Das Weisse Brauhaus, ein zweites renommiertes Traditionslokal
in München, hat eine ganze Nichtraucher-Etage. Sie liegt jedoch oberhalb der
Raucheretage im ersten Stock. Die warme schadstoffhaltige Luft steigt deshalb
nach oben und reichert die dort befindliche Luft mit Tabakverbrennungsprodukten
an, so dass - je nach Abstand zur obersten Treppenstufe - Feinstaubwerte von
bis zu 10 (PM 1,0) und 20 Mikrogramm (PM 2,5) zu messen sind.

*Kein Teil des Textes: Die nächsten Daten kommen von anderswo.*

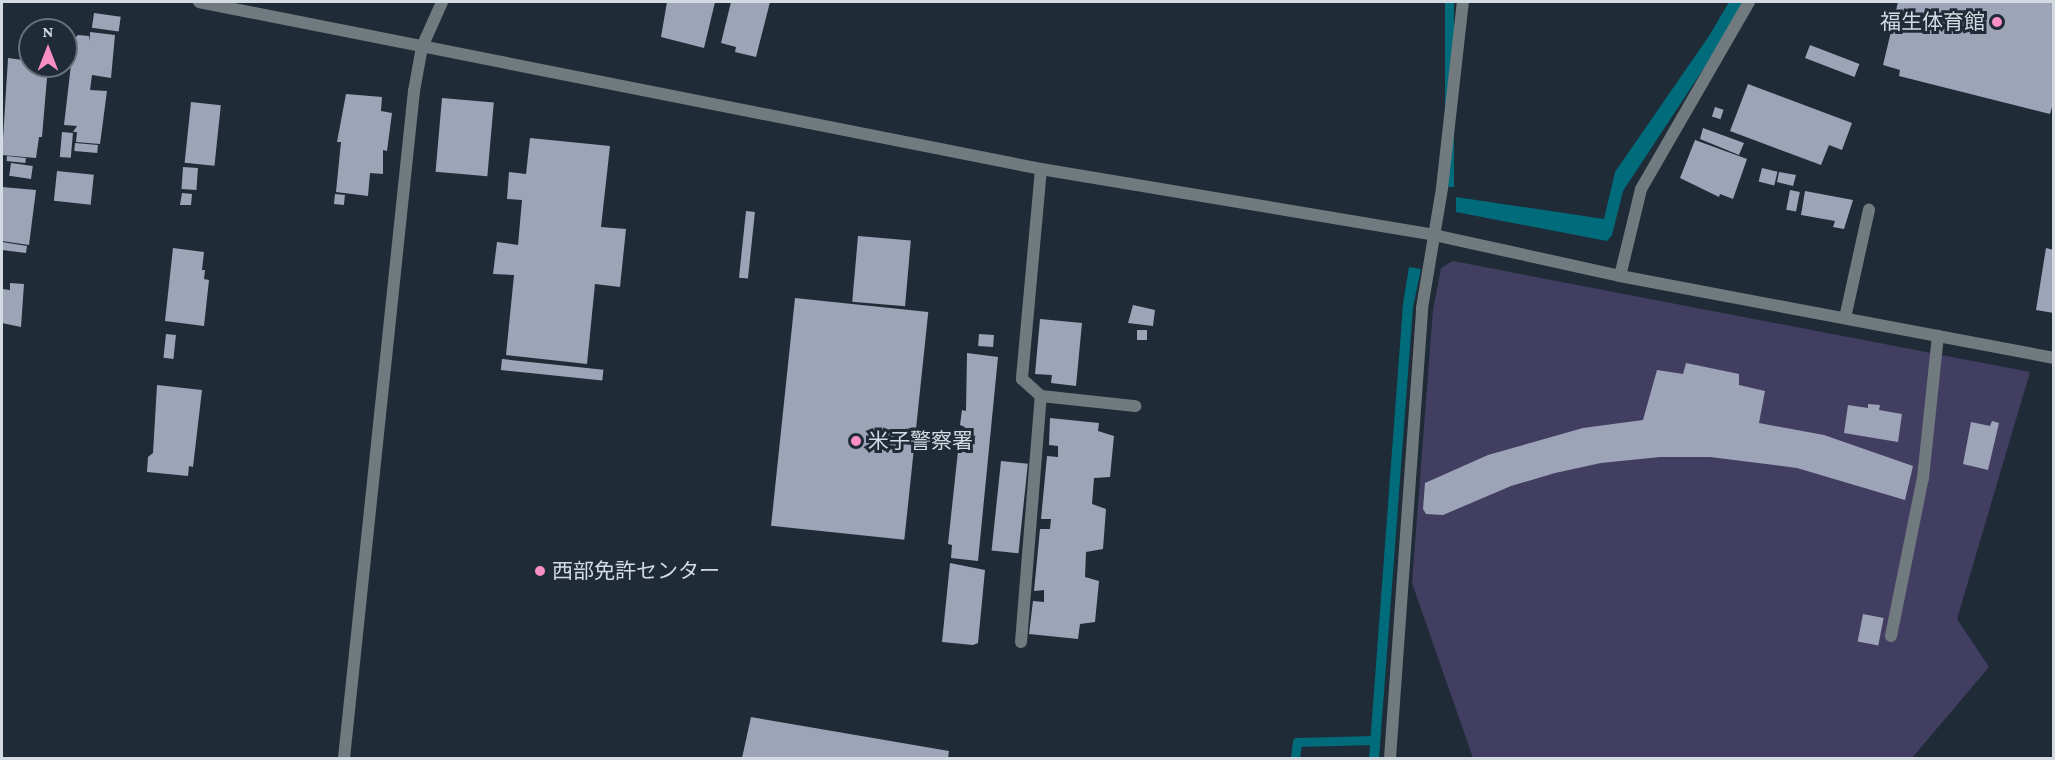 <!DOCTYPE html>
<meta charset="utf-8">
<style>
body{margin:0}
#map{position:relative;width:2055px;height:760px;overflow:hidden;background:#1f2b37;font-family:"Crimson Pro","Noto Sans JP",serif}
div>[style]{position:absolute}
.green>*{inset:0;background:#423e61}
.water>*{inset:0;background:#006c7b;transform-origin:0 0}
.stream>*{height:9px;margin:-4.5px;padding:0 4.5px;transform-origin:4.5px;border-radius:4.5px;background:#006c7b}
.building>*{inset:0;background:#9ea4b7;transform-origin:0 0}
.service>*{height:12px;margin:-6px;padding:0 6px;transform-origin:6px;border-radius:6px;background:#717a7e}
.minor>*{height:12px;margin:-6px;padding:0 6px;transform-origin:6px;border-radius:6px;background:#717a7e}
.tertiary>*{height:12px;margin:-6px;padding:0 6px;transform-origin:6px;border-radius:6px;background:#717a7e}
.dots>*{width:16px;height:16px;translate:-50% -50%;box-sizing:border-box;border:3px solid #1f2b37;border-radius:50%}
span{translate:-50% -50%;white-space:nowrap;text-align:center;line-height:1.15;-webkit-text-stroke:6px #1f2b37;paint-order:stroke}
.poi-label{font-size:21px;color:#d3dae2}
.right{translate:-100% -50%;text-align:right}
.left{translate:0 -50%;text-align:left}
.frame{position:absolute;inset:0;border:3px solid #d3dae2;pointer-events:none}
.north{position:absolute;left:18px;top:18px;width:60px;height:60px;box-sizing:border-box;background:#1f2b37;border:2px solid #67717b;border-radius:50%;rotate:0deg;font-size:16px;font-weight:700;line-height:24px;text-align:center;color:#d3dae2}
.north::after{content:'';display:block;margin:auto;width:21px;height:27px;background:#fa8fc7;clip-path:polygon(50% 0,100% 100%,50% 72%,0 100%)}
</style>
<div id="map">
<div class="green">
<i style="clip-path:polygon(1453px 261px,2030px 372px,1957px 619px,1989px 667px,1912px 758px,1473px 758px,1412px 583px,1433px 310px,1441px 268px)"></i>
</div>
<div class="water">
<i style="left:1445px;top:2px;width:9px;height:185px"></i>
<i style="clip-path:polygon(1729px 2px,1744px 2px,1725px 36px,1623px 191px,1612px 235px,1607px 241px,1456px 212px,1456px 197px,1604px 219px,1615px 172px,1709px 36px)"></i>
<i style="clip-path:polygon(1409px 267px,1421px 269px,1413px 307px,1379px 758px,1369px 758px,1403px 304px)"></i>
</div>
<div class="stream">
<i style="left:1295px;top:758px;width:16px;rotate:-83deg"></i>
<i style="left:1297px;top:742px;width:78px;rotate:-1.5deg"></i>
</div>
<div class="building">
<i style="clip-path:polygon(667px 2px,715px 2px,704px 48px,661px 37px)"></i>
<i style="clip-path:polygon(731px 2px,770px 2px,756px 57px,735px 52px,736px 47px,721px 43px)"></i>
<i style="clip-path:polygon(1898px 2px,2054px 2px,2054px 100px,2050px 114px,1899px 76px,1900px 70px,1883px 65px)"></i>
<i style="left:94px;top:13px;width:27px;height:15px;rotate:8deg"></i>
<i style="clip-path:polygon(90px 32px,115px 35px,111px 78px,92px 75px,90px 90px,107px 91px,100px 144px,76px 142px,77px 132px,73px 132px,77px 126px,64px 125px,74px 39px,78px 35px,89px 36px,90px 41px)"></i>
<i style="left:1810px;top:45px;width:53px;height:14px;rotate:21deg"></i>
<i style="clip-path:polygon(8px 58px,30px 61px,30px 66px,48px 66px,42px 137px,39px 137px,36px 158px,2px 155px)"></i>
<i style="clip-path:polygon(1748px 84px,1852px 123px,1842px 150px,1829px 145px,1821px 165px,1730px 131px)"></i>
<i style="clip-path:polygon(346px 94px,382px 97px,381px 111px,392px 113px,387px 151px,383px 150px,383px 174px,370px 173px,368px 196px,336px 192px,341px 142px,337px 142px)"></i>
<i style="left:442px;top:98px;width:52px;height:74px;rotate:5deg"></i>
<i style="left:191px;top:102px;width:30px;height:61px;rotate:6deg"></i>
<i style="left:1715px;top:107px;width:9px;height:10px;rotate:18deg"></i>
<i style="clip-path:polygon(1703px 128px,1744px 143px,1739px 155px,1700px 139px)"></i>
<i style="left:62px;top:132px;width:11px;height:25px;rotate:5deg"></i>
<i style="clip-path:polygon(530px 138px,610px 146px,601px 227px,626px 229px,620px 287px,595px 284px,587px 364px,506px 355px,514px 275px,493px 274px,497px 242px,518px 245px,522px 200px,507px 199px,509px 172px,526px 174px)"></i>
<i style="clip-path:polygon(1695px 140px,1747px 159px,1733px 199px,1720px 194px,1719px 197px,1680px 178px)"></i>
<i style="left:75px;top:143px;width:23px;height:8px;rotate:5deg"></i>
<i style="left:7px;top:156px;width:19px;height:5px;rotate:6deg"></i>
<i style="left:11px;top:163px;width:22px;height:13px;rotate:8deg"></i>
<i style="left:183px;top:167px;width:15px;height:22px;rotate:4deg"></i>
<i style="left:1762px;top:168px;width:16px;height:14px;rotate:14deg"></i>
<i style="left:57px;top:171px;width:37px;height:30px;rotate:6deg"></i>
<i style="clip-path:polygon(1779px 172px,1796px 175px,1793px 186px,1777px 182px)"></i>
<i style="clip-path:polygon(2px 187px,36px 190px,29px 245px,2px 241px)"></i>
<i style="left:1790px;top:190px;width:10px;height:20px;rotate:11deg"></i>
<i style="clip-path:polygon(1805px 191px,1853px 200px,1844px 229px,1833px 227px,1835px 221px,1801px 215px)"></i>
<i style="clip-path:polygon(182px 193px,192px 194px,191px 205px,180px 205px)"></i>
<i style="left:335px;top:194px;width:10px;height:10px;rotate:6deg"></i>
<i style="left:746px;top:211px;width:9px;height:67px;rotate:6deg"></i>
<i style="left:858px;top:236px;width:53px;height:66px;rotate:5deg"></i>
<i style="clip-path:polygon(2px 242px,27px 246px,26px 253px,2px 250px)"></i>
<i style="clip-path:polygon(173px 248px,204px 252px,202px 270px,205px 270px,204px 279px,209px 280px,204px 326px,165px 321px)"></i>
<i style="clip-path:polygon(2046px 248px,2054px 250px,2054px 313px,2036px 310px)"></i>
<i style="clip-path:polygon(10px 283px,24px 284px,21px 327px,2px 323px,2px 289px,10px 290px)"></i>
<i style="left:795px;top:298px;width:134px;height:229px;rotate:6deg"></i>
<i style="clip-path:polygon(1133px 305px,1155px 310px,1153px 326px,1128px 323px)"></i>
<i style="clip-path:polygon(1040px 319px,1082px 323px,1076px 386px,1051px 383px,1052px 375px,1035px 374px)"></i>
<i style="left:1137px;top:330px;width:10px;height:10px"></i>
<i style="left:166px;top:334px;width:10px;height:24px;rotate:6deg"></i>
<i style="left:979px;top:334px;width:15px;height:12px;rotate:4deg"></i>
<i style="clip-path:polygon(967px 353px,998px 357px,978px 561px,951px 558px,952px 545px,948px 544px,958px 451px,961px 451px,965px 427px,960px 425px,962px 410px,966px 411px)"></i>
<i style="left:502px;top:359px;width:102px;height:11px;rotate:6deg"></i>
<i style="clip-path:polygon(1686px 363px,1739px 374px,1739px 385px,1765px 391px,1759px 423px,1824px 435px,1913px 466px,1905px 500px,1797px 468px,1710px 457px,1660px 457px,1601px 463px,1555px 473px,1511px 486px,1443px 515px,1426px 514px,1423px 509px,1425px 483px,1488px 455px,1583px 428px,1643px 420px,1657px 370px,1683px 374px)"></i>
<i style="clip-path:polygon(157px 385px,202px 390px,193px 467px,189px 466px,188px 476px,147px 472px,148px 457px,153px 453px)"></i>
<i style="clip-path:polygon(1868px 404px,1880px 405px,1879px 410px,1902px 414px,1898px 442px,1844px 433px,1848px 405px,1868px 408px)"></i>
<i style="clip-path:polygon(1050px 418px,1099px 423px,1098px 431px,1114px 436px,1110px 477px,1094px 478px,1092px 504px,1106px 509px,1103px 549px,1086px 552px,1085px 577px,1099px 581px,1095px 622px,1080px 624px,1078px 639px,1029px 634px,1033px 601px,1044px 602px,1044px 590px,1034px 591px,1040px 529px,1050px 529px,1051px 519px,1041px 519px,1047px 456px,1058px 457px,1058px 446px,1049px 445px)"></i>
<i style="clip-path:polygon(1992px 421px,1999px 423px,1988px 470px,1963px 464px,1971px 422px,1990px 426px)"></i>
<i style="left:1001px;top:461px;width:27px;height:90px;rotate:6deg"></i>
<i style="clip-path:polygon(950px 563px,985px 570px,978px 643px,973px 645px,942px 642px)"></i>
<i style="left:1863px;top:614px;width:21px;height:28px;rotate:11deg"></i>
<i style="clip-path:polygon(751px 717px,949px 751px,948px 758px,742px 758px)"></i>
</div>
<div class="service">
<i style="left:1041px;top:169px;width:211px;rotate:95.2deg"></i>
<i style="left:1022px;top:379px;width:25px;rotate:42deg"></i>
<i style="left:1041px;top:396px;width:95px;rotate:6.1deg"></i>
<i style="left:1845px;top:318px;width:111px;rotate:-77.5deg"></i>
<i style="left:1891px;top:636px;width:161px;rotate:-78.6deg"></i>
<i style="left:1923px;top:478px;width:143px;rotate:-84deg"></i>
<i style="left:1021px;top:642px;width:247px;rotate:-85.4deg"></i>
</div>
<div class="minor">
<i style="left:1620px;top:276px;width:89px;rotate:-76.4deg"></i>
<i style="left:1641px;top:189px;width:216px;rotate:-60deg"></i>
<i style="left:344px;top:758px;width:671px;rotate:-84.01deg"></i>
<i style="left:414px;top:91px;width:45px;rotate:-79.7deg"></i>
<i style="left:422px;top:47px;width:49px;rotate:-66deg"></i>
<i style="left:1390px;top:758px;width:451px;rotate:-85.9deg"></i>
<i style="left:1422px;top:308px;width:122px;rotate:-80.5deg"></i>
<i style="left:1442px;top:188px;width:187px;rotate:-83.6deg"></i>
</div>
<div class="tertiary">
<i style="left:199px;top:2px;width:858px;rotate:11.22deg"></i>
<i style="left:1041px;top:169px;width:399px;rotate:9.5deg"></i>
<i style="left:1434px;top:235px;width:190px;rotate:12.4deg"></i>
<i style="left:1620px;top:276px;width:442px;rotate:10.7deg"></i>
</div>
<div class="dots">
<i style="left:1997px;top:22px;background:#fa8fc7"></i>
<i style="left:856px;top:441px;background:#fa8fc7"></i>
<i style="left:540px;top:571px;background:#fa8fc7"></i>
</div>
<div class="poi-label">
<span class="right" style="left:1985px;top:22px">福生体育館</span>
<span class="left" style="left:868px;top:441px">米子警察署</span>
<span class="left" style="left:552px;top:571px">西部免許センター</span>
</div>
<div class="frame"></div>
<div class="north">N</div>
</div>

Gesundheitsschädlich sind - wenn es sich um Tabakrauch handelt - bereits
Feinstaubwerte über 4 Mikrogramm bei 2,5 Mikrometer großen Partikeln.
Der Münchner
Ratskeller weist von allen getesteten Gaststätten vor allem dank der großen
Nichtraucherzone die geringsten Feinstaubwerte an Nichtraucherplätzen auf. Schadstoffbelastet sind jedoch vor allem die
Übergangsbereiche zwischen Raucher- und Nichtraucherzonen über mehrere Meter
hinweg. Voll mit Tabakverbrennungsprodukten belastet ist der Gang mit den
"Rauchernischen".
Auch gut
abgetrennte Nichtraucherräume sind nicht ganz schadstofffrei. Das zeigt sich
z.B. beim vegetarischen Restaurant Prinz Myshkin in
der Münchner Innenstadt. Es verfügt zwar über einen großen Raum für
Nichtraucher und einen kleinen für Raucher. Von letzterem können Schadstoffe
vor allem durch Personenbewegungen und Luftverwirbelungen in den
Nichtraucherraum transportiert werden. Wirklich tabakrauchfreie Luft können nur
gänzlich rauchfreie Gaststätten bieten.
Im Münchner
Hofbräuhaus dem Rauchertod ganz nah Eine richtige Raucherhöhle ist die Schwemme
im Hofbräuhaus. Hier wurden die mit Abstand höchsten Feinstaubwerte gemessen:
zwischen 64 und 94 Mikrogramm bei den PM1,0-Partikeln
und 140 bis 288 bei den PM2,5-Partikeln. Ein Aufenthalt dort stellt sowohl für
die nichtrauchenden als auch für die rauchenden Gäste
eine erhebliche Gesundheitsgefahr dar. Zwar ist das Personal auch in den
anderen Gaststätten durch Passivrauchen gesundheitlich gefährdet. Doch das Risiko,
an Herzinfarkt oder Lungenkrebs zu erkranken und zu sterben, ist für das
Personal im Hofbräuhaus extrem hoch.
Der EU-Feinstaubgrenzwert
von 50 Mikrogramm für die Außenluft bezieht sich auf Partikel der Größe 10
Mikrometer (PM10), also relativ große Partikel. Im Hofbräuhaus waren die
gemessenen Werte bis zu zwölfmal so hoch (zwischen
321 und 584 Mikrogramm). Die Luft an Durchgangsstraßen für Lastwagen ist also
im Vergleich zur Luft im Hofbräuhaus fast Reinluft.
Auch Berliner
Politiker-Lokale voller Schadstoffe Anschauungsunterricht über
Innenraumschadstoffe gibt es in Berlin u.a. im Café
Einstein und im Re-staurant Ständige Vertretung.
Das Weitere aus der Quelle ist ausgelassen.